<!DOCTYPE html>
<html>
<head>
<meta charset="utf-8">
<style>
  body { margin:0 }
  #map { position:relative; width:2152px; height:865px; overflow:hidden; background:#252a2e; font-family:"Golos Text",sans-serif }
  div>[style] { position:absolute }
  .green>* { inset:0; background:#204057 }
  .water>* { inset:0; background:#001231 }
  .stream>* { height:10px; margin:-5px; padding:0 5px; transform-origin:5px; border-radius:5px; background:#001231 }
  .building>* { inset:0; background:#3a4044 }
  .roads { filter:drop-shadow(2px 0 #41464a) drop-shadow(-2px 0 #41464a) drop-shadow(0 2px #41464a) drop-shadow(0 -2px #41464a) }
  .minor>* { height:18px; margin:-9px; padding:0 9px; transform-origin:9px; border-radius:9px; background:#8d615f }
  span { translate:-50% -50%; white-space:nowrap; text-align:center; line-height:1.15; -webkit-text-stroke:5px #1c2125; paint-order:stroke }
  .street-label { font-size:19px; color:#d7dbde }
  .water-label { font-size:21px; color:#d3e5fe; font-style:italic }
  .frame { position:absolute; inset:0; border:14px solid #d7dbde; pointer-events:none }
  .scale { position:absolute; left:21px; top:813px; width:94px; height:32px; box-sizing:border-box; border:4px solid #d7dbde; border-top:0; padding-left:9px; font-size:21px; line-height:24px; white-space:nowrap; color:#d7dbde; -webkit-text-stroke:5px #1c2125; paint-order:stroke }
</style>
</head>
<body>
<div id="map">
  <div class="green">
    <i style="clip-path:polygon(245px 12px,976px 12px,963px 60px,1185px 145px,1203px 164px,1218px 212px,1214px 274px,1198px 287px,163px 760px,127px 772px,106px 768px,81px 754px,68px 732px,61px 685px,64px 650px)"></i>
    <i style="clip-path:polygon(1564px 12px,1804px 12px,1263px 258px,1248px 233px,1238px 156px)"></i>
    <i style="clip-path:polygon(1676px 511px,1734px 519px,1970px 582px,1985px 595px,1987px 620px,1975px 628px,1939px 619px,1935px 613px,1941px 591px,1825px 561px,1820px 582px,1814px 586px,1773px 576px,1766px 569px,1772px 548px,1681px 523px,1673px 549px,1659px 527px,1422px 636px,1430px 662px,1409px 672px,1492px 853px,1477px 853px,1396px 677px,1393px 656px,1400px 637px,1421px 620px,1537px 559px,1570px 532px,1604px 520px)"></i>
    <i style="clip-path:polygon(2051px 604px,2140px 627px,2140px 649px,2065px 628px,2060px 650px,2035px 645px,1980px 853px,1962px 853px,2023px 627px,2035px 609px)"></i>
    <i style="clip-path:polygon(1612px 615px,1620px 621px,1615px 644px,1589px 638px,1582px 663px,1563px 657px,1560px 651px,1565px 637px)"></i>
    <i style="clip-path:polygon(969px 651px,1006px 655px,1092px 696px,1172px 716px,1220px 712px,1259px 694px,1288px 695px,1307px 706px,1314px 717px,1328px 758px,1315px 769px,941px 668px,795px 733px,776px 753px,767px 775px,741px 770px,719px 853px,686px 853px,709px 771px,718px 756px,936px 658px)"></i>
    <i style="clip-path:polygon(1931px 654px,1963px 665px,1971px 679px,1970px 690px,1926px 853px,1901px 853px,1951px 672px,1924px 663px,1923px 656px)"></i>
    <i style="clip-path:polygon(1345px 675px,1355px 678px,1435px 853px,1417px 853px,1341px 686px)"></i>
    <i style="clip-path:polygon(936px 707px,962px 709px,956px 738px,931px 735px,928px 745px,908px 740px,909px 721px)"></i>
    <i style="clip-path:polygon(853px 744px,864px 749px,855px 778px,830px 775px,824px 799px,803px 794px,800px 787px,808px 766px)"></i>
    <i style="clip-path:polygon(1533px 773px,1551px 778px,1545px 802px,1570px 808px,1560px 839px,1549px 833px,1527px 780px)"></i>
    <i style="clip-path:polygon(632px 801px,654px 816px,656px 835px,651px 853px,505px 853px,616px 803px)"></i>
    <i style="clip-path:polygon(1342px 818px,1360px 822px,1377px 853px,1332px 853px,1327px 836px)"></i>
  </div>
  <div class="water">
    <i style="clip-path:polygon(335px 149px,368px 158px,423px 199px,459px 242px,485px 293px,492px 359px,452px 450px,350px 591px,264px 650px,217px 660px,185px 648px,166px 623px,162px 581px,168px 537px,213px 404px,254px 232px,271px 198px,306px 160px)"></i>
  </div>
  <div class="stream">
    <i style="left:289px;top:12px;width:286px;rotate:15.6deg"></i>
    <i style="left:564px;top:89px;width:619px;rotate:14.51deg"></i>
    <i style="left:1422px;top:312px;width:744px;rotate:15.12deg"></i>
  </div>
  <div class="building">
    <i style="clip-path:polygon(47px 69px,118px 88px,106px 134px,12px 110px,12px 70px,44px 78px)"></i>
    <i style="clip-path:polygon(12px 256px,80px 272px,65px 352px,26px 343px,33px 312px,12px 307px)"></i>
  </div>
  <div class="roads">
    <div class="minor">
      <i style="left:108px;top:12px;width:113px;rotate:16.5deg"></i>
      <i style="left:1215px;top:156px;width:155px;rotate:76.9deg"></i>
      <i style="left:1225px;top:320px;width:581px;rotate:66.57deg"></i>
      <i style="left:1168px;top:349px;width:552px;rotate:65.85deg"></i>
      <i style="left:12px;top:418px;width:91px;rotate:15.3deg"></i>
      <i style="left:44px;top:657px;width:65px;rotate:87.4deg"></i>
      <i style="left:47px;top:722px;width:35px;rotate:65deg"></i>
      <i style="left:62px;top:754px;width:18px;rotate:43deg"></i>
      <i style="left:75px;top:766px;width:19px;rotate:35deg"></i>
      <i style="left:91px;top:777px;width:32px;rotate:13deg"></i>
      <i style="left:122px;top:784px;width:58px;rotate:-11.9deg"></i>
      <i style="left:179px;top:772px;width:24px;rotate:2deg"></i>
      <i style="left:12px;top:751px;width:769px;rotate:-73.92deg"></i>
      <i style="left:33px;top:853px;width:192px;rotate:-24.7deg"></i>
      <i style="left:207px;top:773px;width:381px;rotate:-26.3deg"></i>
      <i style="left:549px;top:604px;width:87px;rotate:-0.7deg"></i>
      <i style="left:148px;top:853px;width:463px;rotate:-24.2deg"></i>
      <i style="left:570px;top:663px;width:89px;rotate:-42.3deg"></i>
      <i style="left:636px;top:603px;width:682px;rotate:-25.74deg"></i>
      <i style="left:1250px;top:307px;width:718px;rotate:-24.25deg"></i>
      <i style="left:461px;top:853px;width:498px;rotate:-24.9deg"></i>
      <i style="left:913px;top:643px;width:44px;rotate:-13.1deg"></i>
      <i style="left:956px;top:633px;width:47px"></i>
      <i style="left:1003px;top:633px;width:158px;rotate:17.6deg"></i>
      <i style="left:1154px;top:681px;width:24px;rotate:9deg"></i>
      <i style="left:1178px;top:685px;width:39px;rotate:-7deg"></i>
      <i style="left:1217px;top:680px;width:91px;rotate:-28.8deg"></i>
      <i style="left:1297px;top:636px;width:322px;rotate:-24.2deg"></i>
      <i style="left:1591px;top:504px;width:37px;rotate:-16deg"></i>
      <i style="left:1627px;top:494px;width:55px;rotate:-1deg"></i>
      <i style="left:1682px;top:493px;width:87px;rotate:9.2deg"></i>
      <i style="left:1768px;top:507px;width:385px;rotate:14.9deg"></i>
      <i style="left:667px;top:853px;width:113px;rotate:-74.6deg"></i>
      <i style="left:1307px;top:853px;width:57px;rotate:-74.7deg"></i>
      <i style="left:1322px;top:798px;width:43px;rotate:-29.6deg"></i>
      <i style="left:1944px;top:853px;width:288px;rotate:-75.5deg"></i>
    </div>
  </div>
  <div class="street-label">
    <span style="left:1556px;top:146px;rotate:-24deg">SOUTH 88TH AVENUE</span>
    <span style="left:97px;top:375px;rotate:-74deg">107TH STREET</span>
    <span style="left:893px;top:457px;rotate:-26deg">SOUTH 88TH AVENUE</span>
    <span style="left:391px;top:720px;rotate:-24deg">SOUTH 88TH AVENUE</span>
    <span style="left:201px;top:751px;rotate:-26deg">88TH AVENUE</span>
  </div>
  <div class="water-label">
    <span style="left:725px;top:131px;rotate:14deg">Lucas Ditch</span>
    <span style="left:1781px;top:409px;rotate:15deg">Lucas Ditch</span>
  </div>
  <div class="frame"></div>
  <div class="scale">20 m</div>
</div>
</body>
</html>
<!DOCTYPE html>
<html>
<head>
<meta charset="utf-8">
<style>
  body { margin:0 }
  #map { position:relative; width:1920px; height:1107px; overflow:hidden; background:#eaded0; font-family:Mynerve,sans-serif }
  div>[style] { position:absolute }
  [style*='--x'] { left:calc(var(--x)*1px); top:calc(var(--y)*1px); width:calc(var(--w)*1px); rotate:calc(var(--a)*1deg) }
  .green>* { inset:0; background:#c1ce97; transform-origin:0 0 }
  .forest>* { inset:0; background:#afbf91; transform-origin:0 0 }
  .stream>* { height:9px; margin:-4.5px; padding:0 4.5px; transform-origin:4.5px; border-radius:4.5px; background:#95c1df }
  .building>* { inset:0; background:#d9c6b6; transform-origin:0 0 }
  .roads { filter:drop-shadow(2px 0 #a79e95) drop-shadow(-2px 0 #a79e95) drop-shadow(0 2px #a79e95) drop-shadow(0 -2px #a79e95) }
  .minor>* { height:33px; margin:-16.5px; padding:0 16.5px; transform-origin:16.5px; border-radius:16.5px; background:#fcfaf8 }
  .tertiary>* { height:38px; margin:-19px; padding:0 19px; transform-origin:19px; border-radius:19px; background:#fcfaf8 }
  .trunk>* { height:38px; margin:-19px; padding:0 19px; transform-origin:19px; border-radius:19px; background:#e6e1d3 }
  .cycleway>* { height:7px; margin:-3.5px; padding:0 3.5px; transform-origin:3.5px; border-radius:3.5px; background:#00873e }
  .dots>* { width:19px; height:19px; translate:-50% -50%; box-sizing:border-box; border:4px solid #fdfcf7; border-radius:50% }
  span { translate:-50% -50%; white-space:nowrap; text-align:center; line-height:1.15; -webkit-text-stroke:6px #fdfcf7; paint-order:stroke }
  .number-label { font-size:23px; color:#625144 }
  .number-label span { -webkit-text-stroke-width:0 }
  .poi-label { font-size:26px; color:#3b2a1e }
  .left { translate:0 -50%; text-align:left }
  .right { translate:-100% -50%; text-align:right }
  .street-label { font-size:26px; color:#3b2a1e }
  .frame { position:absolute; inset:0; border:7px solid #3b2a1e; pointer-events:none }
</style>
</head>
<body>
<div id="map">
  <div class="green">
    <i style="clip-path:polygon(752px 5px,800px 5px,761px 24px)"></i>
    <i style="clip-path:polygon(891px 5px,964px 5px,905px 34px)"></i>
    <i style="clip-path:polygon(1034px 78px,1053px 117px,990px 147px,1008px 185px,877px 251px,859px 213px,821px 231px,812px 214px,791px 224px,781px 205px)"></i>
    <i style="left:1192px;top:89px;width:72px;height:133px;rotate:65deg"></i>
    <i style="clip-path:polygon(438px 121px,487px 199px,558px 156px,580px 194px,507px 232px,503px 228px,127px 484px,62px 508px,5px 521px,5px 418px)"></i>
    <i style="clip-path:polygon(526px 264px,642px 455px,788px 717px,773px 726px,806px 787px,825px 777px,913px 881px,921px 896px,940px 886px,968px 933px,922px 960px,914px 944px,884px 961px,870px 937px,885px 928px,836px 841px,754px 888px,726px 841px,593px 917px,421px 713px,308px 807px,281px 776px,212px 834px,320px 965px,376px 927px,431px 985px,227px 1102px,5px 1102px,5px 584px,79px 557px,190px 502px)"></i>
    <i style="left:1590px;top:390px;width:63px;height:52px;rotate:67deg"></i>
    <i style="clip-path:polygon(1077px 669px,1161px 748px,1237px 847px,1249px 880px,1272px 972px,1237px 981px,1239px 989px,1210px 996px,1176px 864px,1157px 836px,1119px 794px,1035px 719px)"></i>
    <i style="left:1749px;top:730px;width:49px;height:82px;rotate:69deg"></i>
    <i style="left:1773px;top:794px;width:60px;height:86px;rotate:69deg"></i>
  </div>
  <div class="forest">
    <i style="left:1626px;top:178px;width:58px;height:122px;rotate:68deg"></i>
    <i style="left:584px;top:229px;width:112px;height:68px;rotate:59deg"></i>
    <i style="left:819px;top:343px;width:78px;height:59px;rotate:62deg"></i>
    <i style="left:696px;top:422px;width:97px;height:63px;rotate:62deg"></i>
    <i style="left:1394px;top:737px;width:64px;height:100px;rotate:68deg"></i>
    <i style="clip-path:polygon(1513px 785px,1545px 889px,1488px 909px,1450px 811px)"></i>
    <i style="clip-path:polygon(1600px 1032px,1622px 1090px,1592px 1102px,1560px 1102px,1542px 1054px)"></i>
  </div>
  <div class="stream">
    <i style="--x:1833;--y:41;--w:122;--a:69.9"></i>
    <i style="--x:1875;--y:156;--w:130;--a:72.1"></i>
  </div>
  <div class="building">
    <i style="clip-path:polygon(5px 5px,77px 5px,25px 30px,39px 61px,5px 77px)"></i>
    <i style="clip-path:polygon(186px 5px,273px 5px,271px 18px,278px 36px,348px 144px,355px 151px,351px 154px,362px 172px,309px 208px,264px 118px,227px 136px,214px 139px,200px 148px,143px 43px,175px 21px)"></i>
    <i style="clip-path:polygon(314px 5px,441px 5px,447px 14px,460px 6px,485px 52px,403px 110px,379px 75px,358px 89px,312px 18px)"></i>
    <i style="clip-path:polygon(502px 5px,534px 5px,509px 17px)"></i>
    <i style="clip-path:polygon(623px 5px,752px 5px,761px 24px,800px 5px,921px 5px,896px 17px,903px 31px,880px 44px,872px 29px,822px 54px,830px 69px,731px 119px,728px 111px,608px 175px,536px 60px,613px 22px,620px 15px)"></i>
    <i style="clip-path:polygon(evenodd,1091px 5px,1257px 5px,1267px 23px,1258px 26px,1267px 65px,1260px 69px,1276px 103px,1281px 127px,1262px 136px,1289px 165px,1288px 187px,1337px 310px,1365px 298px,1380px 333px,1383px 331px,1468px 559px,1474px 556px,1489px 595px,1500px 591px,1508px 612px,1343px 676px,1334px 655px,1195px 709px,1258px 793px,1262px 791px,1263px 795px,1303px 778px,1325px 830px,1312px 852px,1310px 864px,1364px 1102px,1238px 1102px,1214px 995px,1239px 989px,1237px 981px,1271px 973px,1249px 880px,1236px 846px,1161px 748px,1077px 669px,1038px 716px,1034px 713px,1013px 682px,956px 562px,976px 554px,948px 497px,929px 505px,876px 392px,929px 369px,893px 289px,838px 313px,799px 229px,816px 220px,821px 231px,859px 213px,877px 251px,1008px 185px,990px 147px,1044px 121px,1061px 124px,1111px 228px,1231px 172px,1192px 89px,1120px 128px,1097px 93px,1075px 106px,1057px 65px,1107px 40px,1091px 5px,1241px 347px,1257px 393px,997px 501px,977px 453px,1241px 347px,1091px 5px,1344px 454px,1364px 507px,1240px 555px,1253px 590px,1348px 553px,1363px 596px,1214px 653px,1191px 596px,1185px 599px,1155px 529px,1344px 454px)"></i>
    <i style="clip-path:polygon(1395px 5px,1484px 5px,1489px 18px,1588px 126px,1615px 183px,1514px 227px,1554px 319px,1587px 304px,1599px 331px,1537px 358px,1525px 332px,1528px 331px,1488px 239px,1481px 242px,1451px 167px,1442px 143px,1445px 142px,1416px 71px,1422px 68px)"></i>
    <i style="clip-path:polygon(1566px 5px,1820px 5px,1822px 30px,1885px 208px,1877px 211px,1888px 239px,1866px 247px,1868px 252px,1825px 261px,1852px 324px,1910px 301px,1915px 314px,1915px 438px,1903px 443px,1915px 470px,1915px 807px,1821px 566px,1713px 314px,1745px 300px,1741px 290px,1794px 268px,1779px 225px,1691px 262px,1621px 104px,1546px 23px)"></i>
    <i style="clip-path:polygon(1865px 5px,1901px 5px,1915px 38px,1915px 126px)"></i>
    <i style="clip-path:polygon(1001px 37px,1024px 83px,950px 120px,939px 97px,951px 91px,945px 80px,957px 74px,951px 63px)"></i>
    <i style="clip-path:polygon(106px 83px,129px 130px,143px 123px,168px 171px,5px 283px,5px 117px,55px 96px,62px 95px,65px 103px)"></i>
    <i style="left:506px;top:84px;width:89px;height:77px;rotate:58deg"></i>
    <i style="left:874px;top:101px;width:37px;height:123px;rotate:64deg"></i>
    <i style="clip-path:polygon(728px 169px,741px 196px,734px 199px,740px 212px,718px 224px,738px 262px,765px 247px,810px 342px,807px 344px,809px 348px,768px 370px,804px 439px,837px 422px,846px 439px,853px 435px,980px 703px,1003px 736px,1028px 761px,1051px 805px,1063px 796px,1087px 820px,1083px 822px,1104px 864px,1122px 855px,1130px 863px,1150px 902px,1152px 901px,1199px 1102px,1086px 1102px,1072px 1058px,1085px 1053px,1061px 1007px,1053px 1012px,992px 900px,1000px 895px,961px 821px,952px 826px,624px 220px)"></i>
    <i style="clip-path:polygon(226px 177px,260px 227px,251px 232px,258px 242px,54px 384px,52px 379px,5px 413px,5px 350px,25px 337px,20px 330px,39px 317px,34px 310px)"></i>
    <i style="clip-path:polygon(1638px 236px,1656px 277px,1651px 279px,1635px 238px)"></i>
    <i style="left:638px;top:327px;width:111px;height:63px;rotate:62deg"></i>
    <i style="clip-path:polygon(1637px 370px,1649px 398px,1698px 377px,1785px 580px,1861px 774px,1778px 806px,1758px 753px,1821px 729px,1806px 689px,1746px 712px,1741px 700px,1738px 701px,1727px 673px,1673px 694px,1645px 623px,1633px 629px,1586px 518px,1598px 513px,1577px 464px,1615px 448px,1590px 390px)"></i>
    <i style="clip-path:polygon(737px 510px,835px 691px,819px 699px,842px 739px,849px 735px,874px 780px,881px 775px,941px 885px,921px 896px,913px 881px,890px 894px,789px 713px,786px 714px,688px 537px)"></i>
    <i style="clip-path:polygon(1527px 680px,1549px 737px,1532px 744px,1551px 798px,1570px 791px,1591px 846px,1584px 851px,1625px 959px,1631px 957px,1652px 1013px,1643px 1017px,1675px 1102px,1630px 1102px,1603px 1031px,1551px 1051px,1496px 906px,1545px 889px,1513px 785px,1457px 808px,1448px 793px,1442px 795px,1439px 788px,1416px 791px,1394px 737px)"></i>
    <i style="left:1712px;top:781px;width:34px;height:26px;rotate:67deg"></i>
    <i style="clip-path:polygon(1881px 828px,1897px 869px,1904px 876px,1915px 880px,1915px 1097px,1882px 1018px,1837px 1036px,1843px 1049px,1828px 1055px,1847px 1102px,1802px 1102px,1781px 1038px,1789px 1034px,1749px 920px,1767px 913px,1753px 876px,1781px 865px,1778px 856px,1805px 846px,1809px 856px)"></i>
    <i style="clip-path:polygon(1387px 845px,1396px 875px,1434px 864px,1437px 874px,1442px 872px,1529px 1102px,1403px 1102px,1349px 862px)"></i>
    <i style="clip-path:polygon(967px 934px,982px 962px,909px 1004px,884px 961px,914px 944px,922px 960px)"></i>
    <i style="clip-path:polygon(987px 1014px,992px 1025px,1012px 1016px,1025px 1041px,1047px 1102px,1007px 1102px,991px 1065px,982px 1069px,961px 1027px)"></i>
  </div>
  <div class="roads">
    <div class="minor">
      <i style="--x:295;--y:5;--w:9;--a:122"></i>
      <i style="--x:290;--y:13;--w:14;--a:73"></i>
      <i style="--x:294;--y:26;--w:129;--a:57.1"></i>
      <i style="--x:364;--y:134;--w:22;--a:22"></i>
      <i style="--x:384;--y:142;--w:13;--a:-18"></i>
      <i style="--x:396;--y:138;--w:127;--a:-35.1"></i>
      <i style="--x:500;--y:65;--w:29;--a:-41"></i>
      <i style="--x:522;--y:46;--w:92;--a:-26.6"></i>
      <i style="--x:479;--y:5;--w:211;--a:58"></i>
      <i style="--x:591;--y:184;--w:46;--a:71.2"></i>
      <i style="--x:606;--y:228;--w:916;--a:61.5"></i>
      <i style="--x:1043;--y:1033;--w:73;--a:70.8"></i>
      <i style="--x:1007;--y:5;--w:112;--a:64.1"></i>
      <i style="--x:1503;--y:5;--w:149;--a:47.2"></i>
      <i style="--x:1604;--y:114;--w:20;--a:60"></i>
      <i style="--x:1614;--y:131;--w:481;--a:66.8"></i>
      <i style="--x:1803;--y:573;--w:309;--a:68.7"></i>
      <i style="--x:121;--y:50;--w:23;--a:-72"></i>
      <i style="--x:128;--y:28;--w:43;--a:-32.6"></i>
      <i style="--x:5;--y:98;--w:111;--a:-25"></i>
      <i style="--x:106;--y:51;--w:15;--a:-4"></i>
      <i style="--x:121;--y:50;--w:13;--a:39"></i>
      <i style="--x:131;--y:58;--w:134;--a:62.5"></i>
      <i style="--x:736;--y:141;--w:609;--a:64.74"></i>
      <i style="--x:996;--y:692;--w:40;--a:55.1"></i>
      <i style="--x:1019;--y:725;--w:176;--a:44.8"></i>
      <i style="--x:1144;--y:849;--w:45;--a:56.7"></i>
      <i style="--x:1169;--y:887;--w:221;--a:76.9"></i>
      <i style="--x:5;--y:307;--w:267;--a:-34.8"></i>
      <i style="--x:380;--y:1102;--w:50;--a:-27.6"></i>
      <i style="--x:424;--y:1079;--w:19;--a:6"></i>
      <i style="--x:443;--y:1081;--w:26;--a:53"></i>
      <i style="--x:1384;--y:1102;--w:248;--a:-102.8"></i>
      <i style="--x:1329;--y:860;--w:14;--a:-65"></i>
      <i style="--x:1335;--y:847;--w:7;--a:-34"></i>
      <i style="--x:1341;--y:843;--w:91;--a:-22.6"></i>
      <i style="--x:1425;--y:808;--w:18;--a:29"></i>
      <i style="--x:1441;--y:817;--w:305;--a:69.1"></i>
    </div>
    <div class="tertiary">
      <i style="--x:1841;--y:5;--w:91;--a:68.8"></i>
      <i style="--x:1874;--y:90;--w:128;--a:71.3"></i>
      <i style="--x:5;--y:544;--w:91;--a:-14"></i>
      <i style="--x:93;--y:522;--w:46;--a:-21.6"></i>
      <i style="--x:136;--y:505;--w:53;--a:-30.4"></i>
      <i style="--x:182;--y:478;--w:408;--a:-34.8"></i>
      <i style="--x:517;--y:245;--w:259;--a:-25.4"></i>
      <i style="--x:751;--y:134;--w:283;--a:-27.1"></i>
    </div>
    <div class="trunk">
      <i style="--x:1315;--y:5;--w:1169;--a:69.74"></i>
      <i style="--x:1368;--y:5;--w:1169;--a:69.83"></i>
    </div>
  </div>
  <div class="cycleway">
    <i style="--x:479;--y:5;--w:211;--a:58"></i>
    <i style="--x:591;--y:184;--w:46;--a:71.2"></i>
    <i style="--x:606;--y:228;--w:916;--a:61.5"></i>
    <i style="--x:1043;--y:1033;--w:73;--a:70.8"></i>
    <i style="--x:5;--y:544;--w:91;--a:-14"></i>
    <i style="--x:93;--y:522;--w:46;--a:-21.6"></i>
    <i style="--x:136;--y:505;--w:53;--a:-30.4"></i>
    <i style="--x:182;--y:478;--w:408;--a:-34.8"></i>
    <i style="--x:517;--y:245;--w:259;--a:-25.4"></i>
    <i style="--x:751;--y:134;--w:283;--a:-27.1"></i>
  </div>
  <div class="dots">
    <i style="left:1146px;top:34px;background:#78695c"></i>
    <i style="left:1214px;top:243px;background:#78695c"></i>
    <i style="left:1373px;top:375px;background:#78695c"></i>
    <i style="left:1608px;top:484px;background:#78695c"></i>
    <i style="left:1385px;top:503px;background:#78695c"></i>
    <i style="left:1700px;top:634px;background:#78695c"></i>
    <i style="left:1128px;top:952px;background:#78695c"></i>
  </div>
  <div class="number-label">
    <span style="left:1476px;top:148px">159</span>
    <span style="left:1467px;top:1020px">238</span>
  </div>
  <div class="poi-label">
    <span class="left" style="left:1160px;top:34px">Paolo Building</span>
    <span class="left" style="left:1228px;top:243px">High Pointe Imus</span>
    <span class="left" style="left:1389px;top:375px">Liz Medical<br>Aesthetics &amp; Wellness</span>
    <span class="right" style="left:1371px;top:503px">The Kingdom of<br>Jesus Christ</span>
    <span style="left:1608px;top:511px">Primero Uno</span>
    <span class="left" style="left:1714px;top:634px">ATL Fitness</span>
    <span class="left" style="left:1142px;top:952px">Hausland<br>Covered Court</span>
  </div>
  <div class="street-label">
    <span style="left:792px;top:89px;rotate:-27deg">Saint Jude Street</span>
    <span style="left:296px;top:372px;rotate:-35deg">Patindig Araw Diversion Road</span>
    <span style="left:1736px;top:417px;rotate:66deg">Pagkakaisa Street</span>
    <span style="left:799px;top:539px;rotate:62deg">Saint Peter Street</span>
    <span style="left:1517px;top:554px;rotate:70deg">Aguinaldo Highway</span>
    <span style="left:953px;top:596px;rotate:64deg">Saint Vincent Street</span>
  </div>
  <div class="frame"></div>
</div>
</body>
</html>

+ + + +

**Exercise**
Scan the entries above for the string "forest", and copy every line where it turns up.

**Response to the task**
  .forest>* { inset:0; background:#afbf91; transform-origin:0 0 }
  <div class="forest">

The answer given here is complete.